From: olafBuddenhagen
Subject: Re: How to provide proxy nodes
Date: Wed, 6 Aug 2008 18:53:17 +0200
User-agent: Mutt/1.5.18 (2008-05-17)


On Wed, Aug 06, 2008 at 02:17:34PM +0300, Sergiu Ivanov wrote:
> On Tue, Aug 5, 2008 at 4:16 AM, <olafBuddenhagen@gmx.net> wrote:

> > The last step is to return the resulting translated node to the
> > client. Now I see two options for that: Either we do the lookup with
> > the remaining file name components on the newly started translator,
> > and return the resulting port to the client. Or we just return the
> > translator port, along with an appropriate retry notification... Not
> > sure which is more correct.
> As far as I can see from hurd/hurd_types.h, if we just return the
> translator port with some retry notification, the caller will anyway
> call us again to continue the lookup on the newly started translator.

Yes, that is what should happen. That's why I wonder whether we should
do the further lookup in nsmux, or just let the client continue.

I'm not sure about the exact implications. I think one case where there
would be a difference is when the client does a lookup with O_NOTRANS...
And I'm not sure which variant behaves more correcly in this case. This
needs some consideration.

> What makes me think so is that the retry notification does not seem to
> be FS_RETRY_MAGIC, because this one is mainly used when we encounter a
> symlink, whose target is stated using the absolute path (of course, we
> are not interested in ttys or file descriptors -- things also stated
> in hurd/hurd_types.h for FS_RETRY_MAGIC). FS_RETRY_REAUTH and
> FS_RETRY_NORMAL will both make the caller to invoke us again,
> FS_RETRY_REAUTH will just urge them to reauthenticate the retry port
> at first.

Well, thanks for the explanation... I don't think it's really relevant
here, but I learned something new -- I might need it one day ;-)

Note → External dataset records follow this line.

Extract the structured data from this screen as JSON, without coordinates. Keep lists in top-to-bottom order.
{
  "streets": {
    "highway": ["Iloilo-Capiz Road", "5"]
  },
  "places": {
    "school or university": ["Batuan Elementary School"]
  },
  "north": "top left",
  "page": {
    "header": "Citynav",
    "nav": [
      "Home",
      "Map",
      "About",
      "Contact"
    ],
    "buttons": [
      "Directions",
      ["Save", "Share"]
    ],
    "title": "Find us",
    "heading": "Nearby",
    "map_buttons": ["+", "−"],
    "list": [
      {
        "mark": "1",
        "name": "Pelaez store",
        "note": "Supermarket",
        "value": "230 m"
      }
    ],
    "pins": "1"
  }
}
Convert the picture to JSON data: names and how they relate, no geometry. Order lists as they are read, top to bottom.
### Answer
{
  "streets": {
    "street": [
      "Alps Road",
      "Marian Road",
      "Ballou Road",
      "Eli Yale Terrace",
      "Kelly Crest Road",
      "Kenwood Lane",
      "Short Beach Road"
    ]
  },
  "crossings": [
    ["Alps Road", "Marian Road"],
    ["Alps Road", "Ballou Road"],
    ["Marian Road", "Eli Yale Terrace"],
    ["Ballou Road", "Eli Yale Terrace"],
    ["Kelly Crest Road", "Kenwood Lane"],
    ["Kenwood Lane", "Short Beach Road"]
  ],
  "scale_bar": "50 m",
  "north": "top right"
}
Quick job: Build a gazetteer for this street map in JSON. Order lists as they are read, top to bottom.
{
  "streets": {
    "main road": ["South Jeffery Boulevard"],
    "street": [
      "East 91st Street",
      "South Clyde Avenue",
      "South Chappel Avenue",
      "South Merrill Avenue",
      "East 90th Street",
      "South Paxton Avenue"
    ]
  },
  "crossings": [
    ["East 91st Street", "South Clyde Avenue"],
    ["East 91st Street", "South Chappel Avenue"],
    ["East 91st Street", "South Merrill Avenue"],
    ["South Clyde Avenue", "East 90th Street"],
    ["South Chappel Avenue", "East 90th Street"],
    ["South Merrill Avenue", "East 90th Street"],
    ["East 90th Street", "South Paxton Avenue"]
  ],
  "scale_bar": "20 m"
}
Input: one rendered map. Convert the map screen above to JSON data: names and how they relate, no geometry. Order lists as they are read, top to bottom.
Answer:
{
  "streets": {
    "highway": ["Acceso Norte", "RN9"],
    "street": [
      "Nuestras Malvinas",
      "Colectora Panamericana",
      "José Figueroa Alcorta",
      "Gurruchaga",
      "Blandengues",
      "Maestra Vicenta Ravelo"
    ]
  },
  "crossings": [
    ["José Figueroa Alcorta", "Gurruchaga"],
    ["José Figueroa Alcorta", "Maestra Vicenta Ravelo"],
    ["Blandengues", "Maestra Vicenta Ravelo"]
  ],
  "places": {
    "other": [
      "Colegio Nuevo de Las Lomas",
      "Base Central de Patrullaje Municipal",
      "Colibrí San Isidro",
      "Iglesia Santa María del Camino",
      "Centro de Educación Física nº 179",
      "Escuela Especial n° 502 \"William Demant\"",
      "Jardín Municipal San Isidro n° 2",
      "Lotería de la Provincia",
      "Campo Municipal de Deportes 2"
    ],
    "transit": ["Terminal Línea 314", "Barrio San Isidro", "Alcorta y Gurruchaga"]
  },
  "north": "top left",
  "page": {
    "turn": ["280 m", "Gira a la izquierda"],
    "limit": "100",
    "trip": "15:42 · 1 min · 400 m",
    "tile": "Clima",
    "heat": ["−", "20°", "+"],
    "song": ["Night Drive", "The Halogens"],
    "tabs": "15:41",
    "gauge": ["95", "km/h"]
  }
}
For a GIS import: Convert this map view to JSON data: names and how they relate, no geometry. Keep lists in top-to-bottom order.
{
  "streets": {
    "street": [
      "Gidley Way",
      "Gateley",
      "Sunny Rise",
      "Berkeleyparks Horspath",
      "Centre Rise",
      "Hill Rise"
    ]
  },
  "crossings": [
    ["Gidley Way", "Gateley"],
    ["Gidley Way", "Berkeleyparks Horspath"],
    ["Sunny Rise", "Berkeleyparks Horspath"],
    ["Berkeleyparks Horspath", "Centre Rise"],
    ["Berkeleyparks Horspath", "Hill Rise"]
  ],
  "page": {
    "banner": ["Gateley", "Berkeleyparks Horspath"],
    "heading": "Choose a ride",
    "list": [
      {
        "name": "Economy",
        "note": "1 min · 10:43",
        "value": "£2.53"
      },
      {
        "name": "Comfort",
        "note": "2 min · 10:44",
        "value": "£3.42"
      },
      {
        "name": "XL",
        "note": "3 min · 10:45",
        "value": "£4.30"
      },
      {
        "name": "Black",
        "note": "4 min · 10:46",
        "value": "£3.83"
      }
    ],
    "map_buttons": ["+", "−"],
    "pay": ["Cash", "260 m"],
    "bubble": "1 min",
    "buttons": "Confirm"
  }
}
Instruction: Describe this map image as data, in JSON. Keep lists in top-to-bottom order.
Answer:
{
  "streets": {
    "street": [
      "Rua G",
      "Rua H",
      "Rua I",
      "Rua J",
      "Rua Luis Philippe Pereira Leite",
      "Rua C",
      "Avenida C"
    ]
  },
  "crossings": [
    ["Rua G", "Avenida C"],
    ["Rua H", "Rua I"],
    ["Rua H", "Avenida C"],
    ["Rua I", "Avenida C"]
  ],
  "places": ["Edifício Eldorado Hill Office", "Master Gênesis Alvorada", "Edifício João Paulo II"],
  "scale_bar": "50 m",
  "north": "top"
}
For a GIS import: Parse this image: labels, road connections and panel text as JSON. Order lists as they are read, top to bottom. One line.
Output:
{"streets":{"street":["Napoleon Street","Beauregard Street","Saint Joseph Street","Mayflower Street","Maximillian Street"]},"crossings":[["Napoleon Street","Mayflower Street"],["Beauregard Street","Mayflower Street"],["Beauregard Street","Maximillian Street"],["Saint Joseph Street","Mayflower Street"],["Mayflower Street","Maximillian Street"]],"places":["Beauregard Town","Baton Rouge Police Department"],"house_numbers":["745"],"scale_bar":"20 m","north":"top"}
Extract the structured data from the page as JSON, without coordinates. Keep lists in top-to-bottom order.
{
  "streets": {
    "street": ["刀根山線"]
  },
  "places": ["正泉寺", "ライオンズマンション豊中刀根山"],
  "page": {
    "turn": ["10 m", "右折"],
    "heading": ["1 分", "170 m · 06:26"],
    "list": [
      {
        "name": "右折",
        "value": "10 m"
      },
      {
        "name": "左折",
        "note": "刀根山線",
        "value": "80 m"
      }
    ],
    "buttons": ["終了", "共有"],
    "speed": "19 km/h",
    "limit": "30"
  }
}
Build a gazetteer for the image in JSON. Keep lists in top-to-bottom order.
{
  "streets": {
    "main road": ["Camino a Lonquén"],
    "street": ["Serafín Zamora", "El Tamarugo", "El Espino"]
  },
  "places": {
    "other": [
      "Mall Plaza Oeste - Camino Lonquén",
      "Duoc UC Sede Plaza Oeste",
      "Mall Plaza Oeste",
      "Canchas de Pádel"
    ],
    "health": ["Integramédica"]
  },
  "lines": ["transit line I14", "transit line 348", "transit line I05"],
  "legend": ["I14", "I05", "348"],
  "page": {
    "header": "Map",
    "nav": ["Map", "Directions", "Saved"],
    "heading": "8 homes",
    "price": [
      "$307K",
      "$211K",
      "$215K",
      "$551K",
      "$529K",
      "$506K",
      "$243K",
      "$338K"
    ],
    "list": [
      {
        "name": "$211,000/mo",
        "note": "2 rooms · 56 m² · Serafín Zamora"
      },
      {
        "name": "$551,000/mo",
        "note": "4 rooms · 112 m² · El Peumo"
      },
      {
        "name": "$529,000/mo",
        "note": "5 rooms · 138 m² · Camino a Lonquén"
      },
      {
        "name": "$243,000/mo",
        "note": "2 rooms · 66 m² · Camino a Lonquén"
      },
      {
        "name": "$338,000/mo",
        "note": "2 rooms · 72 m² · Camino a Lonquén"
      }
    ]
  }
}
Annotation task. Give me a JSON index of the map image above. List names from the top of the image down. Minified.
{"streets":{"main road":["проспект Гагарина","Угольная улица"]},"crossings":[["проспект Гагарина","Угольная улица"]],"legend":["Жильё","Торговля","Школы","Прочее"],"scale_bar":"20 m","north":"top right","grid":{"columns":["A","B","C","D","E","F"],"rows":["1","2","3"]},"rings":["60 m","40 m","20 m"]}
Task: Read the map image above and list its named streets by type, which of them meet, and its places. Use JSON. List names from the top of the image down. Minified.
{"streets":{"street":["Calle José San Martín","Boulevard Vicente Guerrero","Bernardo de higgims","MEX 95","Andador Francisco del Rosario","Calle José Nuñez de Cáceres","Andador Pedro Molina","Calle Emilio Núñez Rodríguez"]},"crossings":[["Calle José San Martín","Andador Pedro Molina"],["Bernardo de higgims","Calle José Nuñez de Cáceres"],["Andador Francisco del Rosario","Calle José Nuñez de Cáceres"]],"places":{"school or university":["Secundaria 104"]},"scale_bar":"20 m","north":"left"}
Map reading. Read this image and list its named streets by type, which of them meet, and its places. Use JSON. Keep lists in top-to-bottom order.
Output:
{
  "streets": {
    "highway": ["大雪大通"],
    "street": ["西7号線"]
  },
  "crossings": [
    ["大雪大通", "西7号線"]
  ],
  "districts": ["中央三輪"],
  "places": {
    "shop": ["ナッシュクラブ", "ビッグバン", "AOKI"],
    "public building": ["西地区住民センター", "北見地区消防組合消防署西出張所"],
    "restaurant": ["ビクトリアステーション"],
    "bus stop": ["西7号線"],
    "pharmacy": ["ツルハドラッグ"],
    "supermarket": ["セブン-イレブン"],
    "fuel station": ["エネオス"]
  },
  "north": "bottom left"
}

> > We really want to avoid the unnecessary proxy node in *both* cases
> > -- and the solution for both will probably be the same. (Note that
> > this only applies to *files*; when looking up directories, the proxy
> > node *is* needed, as further lookups might follow.)
> As far as I understand, we will need to create *two* special nodes for
> each lookup with special syntax:

With the hacky implementation, yes.

> one being the proxy node, mirroring the real file,

Yes, the shadow node as I called it.

> and the second being the node returned by netfs_attempt_lookup and
> containing the port to the first (proxy) node.

No idea what you mean here :-(

The second node is created after starting the translator: it mirrors the
target node provided by the translator. We give it to libnetfs as the
final result of the (magic) name lookup, and consequently a port to it
is returned to the client.

This is the node that is not really necessary (unless we are dealing
with a directory), as no further lookups will happen on it, so the proxy
has no need to interfere -- just like non-magic files don't really need
to be mirrored after lookup.

(In fact, once we started the translator, the further lookup is
completely ordinary, and returns the result just like any other lookup.
It should probably take the same code path.)

> In this case, do you mean that for directories, both nodes will be
> needed?

Yes, for directories we always need to mirror the node (both for
directory nodes resulting from a magic lookup, and for ordinary
directory nodes), as further lookups may take place, which we need to
proxy again.

> > So, it looks like with some trickery, it may be possible to
> > implement it with what libnetfs provides us; but in the long run,
> > for a proper solution to both mentioned issues, we will really have
> > to replace the dir_lookup() implementation by a custom one doing
> > exactly what we need...
> Yes, I do agree. Actually, I almost managed to understand the details
> of the standard implementation of netfs_S_dir_lookup. Now I'll try to
> implement the "icky" solution and see what we get. This should also
> show me the way how to customize netfs_S_dir_lookup for us.

Well, I just wonder whether this won't turn out more tricky than doing
it manually right away -- recursion is always confusing :-)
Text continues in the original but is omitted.